Stamp collecting recently made headlines in The New York Post, but the story is not a happy one.

In a page 3 article in the Sept. 23 edition of the newspaper, reporter Kevin Dugan wrote about a rift between billionaire collector Bill Gross and his youngest son, musician Nick Gross, that involves an offering of Jenny Invert stamps at a New York City auction.

According to the Post story, “California financier Bill Gross is scrambling to thwart youngest child Nick’s auction” of five Jenny Invert error stamps: the centerline block of four and a single stamp from position 39 on the original discovery pane.

The stamps are headlining the Sept. 27 auction by the New York office of the British-based firm Spink. Linn’s Stamp News reported on the pending sale on page 1 of the Sept. 23 issue.

The 1918 24¢ stamp erroneously showing a blue “Jenny” biplane printed upside down within a carmine rose frame (Scott C3a) is one of America’s most famous stamps. One pane of 100 stamps was found a century ago, and Bill Gross has bought and owned quite a few of the legendary errors.

The Post quotes an unnamed source that says Gross claims he gave Jenny Invert stamps to each of his three adult children “to be kept as an inheritance for his grandchildren.”

Nick Gross told the Post in a statement that “There was never an agreement that the stamps would not be sold.”

Bill and his wife Sue divorced in 2017 after 32 years of marriage, and Nick Gross has been estranged from his father since divorce papers were filed, the Post notes.

In recent years, Gross has sold several of his stamp collections through Robert A. Siegel Auction Galleries in association with Charles F. Shreve and Tracey L. Carey, donating all of the proceeds to charity.

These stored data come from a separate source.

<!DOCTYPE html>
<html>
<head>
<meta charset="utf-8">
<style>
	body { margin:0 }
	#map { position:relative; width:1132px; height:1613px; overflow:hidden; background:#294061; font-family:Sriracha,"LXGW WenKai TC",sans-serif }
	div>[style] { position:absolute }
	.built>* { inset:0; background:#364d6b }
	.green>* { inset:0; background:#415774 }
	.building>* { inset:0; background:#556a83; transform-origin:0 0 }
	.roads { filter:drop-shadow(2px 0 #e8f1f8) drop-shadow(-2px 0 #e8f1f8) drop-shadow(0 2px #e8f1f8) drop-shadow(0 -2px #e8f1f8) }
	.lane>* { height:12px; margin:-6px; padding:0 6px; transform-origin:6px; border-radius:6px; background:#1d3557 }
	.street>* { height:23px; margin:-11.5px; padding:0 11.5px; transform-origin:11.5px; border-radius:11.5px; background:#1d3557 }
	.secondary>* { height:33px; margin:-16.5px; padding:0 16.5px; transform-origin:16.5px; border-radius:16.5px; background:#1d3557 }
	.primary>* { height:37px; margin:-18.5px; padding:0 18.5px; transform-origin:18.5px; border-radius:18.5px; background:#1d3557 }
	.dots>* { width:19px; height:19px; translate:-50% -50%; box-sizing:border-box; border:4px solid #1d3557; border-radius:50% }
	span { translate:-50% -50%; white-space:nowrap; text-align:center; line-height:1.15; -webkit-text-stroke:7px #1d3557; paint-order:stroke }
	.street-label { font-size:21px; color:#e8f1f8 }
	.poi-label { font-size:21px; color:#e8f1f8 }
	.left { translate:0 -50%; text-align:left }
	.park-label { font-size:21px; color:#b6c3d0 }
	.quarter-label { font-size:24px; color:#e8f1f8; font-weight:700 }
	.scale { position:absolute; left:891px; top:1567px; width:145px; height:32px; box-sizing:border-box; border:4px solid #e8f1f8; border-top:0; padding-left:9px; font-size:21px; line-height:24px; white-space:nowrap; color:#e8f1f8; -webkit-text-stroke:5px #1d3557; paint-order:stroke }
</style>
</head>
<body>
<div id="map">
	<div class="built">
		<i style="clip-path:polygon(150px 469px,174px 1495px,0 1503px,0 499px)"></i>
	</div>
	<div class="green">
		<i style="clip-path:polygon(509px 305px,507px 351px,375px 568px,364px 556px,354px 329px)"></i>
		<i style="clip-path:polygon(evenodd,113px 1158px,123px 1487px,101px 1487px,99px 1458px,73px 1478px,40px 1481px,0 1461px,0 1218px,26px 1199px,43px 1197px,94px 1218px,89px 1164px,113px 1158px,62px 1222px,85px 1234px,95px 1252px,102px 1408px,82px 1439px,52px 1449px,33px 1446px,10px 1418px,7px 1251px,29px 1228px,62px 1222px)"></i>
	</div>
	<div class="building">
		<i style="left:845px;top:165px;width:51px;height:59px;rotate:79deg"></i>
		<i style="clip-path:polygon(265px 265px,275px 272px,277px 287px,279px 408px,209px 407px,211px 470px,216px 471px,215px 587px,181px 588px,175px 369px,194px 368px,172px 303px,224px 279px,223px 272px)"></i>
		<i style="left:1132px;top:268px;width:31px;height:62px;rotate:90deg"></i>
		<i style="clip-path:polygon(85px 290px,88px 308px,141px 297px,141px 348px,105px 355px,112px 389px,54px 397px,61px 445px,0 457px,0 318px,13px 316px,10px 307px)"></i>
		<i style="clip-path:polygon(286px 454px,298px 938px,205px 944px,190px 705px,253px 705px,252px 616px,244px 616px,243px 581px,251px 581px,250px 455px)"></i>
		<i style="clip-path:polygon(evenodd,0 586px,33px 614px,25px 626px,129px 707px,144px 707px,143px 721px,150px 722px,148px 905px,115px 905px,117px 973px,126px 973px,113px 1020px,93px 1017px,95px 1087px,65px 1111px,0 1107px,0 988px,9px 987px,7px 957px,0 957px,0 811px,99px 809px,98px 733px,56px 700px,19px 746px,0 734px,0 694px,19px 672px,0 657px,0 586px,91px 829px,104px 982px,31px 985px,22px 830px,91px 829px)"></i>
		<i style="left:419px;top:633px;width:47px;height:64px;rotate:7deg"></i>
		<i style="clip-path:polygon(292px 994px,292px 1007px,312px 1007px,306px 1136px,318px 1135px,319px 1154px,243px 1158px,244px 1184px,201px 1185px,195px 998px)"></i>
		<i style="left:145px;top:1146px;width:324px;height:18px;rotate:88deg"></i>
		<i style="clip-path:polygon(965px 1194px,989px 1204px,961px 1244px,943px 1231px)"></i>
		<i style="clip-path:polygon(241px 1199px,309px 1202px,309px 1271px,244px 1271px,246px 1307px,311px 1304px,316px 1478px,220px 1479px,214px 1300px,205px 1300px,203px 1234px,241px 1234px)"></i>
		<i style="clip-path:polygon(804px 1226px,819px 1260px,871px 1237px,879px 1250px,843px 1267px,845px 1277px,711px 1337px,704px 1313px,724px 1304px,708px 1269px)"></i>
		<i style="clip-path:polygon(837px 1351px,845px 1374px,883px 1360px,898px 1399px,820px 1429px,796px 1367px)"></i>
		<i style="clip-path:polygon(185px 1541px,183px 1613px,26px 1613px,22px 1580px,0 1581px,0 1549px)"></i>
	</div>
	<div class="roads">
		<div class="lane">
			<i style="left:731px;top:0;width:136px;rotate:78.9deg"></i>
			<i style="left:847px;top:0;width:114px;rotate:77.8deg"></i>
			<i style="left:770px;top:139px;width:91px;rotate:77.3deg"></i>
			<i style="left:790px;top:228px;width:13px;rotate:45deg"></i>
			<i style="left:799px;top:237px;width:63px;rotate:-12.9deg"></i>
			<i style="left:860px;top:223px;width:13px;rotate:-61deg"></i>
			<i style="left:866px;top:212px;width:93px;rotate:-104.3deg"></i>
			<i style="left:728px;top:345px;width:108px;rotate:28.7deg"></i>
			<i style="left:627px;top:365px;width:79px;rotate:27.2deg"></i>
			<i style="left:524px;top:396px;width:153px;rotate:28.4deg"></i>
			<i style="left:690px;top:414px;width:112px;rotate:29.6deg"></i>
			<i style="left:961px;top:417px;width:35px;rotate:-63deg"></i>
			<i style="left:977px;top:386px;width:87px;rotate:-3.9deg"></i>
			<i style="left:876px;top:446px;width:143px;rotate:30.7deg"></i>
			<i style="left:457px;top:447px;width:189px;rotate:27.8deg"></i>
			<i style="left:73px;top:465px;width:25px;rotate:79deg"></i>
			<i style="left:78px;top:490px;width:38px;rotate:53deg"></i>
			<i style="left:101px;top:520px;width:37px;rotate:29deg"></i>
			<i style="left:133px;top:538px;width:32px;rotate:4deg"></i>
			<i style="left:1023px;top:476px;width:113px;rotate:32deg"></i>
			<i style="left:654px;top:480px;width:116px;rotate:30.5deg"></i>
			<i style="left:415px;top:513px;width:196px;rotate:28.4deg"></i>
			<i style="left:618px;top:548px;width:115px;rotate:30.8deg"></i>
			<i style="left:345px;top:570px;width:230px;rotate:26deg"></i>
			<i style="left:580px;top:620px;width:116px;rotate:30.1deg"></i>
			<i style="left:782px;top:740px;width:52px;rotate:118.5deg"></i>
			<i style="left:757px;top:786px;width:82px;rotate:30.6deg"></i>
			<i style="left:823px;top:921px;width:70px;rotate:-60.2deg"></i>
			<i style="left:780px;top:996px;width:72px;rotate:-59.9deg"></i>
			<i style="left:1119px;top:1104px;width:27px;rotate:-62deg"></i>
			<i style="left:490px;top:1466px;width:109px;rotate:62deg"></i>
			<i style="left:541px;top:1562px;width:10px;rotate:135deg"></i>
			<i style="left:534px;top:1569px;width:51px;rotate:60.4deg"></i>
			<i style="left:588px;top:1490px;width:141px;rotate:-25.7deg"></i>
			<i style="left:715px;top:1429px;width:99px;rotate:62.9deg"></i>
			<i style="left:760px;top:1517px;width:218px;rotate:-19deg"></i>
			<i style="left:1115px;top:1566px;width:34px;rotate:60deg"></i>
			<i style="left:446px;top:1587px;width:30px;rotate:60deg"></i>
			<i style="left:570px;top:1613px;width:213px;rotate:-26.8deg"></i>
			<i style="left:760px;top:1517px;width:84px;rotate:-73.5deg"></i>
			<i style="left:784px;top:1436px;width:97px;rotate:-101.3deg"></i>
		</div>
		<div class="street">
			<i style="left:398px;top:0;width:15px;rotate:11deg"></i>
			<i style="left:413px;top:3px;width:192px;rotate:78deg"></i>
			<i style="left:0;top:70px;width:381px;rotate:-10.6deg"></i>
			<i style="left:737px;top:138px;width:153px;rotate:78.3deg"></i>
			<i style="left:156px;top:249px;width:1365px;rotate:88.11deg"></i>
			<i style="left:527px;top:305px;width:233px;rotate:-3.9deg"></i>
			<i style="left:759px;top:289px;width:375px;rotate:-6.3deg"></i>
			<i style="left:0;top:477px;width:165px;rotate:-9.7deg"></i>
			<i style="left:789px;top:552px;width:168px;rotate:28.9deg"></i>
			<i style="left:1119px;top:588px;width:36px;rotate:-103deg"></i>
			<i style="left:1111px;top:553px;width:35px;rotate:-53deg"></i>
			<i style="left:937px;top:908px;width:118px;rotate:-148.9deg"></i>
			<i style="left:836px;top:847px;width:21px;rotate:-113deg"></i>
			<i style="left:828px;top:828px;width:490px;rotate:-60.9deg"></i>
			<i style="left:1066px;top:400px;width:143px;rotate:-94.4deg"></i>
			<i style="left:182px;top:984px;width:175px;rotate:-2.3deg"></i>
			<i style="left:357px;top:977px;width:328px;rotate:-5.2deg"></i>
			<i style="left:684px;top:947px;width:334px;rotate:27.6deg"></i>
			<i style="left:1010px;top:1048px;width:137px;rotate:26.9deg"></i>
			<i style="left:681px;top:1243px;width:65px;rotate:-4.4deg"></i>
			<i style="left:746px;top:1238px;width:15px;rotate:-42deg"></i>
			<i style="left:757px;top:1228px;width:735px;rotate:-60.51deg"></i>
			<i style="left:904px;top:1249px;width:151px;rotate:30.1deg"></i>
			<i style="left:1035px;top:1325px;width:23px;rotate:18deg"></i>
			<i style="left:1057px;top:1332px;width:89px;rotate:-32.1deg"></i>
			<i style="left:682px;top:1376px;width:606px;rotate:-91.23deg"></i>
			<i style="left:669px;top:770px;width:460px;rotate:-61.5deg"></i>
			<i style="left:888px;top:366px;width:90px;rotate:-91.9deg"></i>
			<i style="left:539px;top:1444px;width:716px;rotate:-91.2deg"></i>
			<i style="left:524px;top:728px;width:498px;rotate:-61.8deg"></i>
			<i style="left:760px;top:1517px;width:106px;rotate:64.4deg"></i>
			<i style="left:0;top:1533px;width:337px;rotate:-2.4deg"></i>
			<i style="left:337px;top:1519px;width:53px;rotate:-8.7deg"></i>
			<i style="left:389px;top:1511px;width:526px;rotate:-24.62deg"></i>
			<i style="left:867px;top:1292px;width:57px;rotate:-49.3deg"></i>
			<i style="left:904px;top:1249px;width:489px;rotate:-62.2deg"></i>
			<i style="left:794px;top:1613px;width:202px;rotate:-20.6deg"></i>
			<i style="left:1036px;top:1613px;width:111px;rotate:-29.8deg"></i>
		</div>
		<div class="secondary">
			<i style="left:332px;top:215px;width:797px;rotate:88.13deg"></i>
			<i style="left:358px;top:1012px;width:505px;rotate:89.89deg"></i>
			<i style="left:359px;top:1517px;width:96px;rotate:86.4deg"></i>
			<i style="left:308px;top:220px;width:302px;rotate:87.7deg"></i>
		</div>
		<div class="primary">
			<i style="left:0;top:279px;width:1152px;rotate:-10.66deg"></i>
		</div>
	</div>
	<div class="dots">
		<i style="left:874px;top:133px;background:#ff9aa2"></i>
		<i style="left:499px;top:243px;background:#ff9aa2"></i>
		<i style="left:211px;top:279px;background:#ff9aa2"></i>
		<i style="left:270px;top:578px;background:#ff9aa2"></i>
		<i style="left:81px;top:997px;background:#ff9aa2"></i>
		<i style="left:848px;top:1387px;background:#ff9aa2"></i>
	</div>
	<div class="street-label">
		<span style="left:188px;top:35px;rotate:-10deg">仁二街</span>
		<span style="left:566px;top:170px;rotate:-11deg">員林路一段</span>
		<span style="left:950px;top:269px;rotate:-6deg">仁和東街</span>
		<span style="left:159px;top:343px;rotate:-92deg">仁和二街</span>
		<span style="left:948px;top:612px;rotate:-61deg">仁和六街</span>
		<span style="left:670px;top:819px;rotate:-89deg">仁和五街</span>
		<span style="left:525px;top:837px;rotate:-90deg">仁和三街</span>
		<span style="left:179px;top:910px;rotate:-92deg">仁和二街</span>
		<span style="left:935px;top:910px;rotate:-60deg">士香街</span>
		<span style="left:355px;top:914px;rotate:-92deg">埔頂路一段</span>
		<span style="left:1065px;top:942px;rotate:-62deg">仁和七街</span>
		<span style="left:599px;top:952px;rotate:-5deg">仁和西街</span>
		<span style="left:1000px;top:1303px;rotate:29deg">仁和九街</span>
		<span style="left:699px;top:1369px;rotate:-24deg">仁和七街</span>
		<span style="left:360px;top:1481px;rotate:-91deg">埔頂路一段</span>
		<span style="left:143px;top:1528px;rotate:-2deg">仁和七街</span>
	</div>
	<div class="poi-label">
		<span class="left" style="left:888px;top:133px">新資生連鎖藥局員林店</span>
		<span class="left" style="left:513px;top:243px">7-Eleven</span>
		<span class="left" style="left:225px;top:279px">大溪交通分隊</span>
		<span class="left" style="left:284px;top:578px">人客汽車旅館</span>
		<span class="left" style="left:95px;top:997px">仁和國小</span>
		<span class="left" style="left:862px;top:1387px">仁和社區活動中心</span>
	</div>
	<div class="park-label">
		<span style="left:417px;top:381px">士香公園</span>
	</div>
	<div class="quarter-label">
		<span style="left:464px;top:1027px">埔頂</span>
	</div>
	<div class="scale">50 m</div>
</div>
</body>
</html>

Siegel reported in 2018 that those auctions “generated more than $26 million, all of which has been generously donated to worthy charitable organizations.”

A day after the Post story broke online, the Jenny Invert stamps at the center of it all remained listed on the Spink auction website.

According to the Post report, Nick Gross suggested that if his father would like to have the stamps back, “he is welcome to buy them at auction.”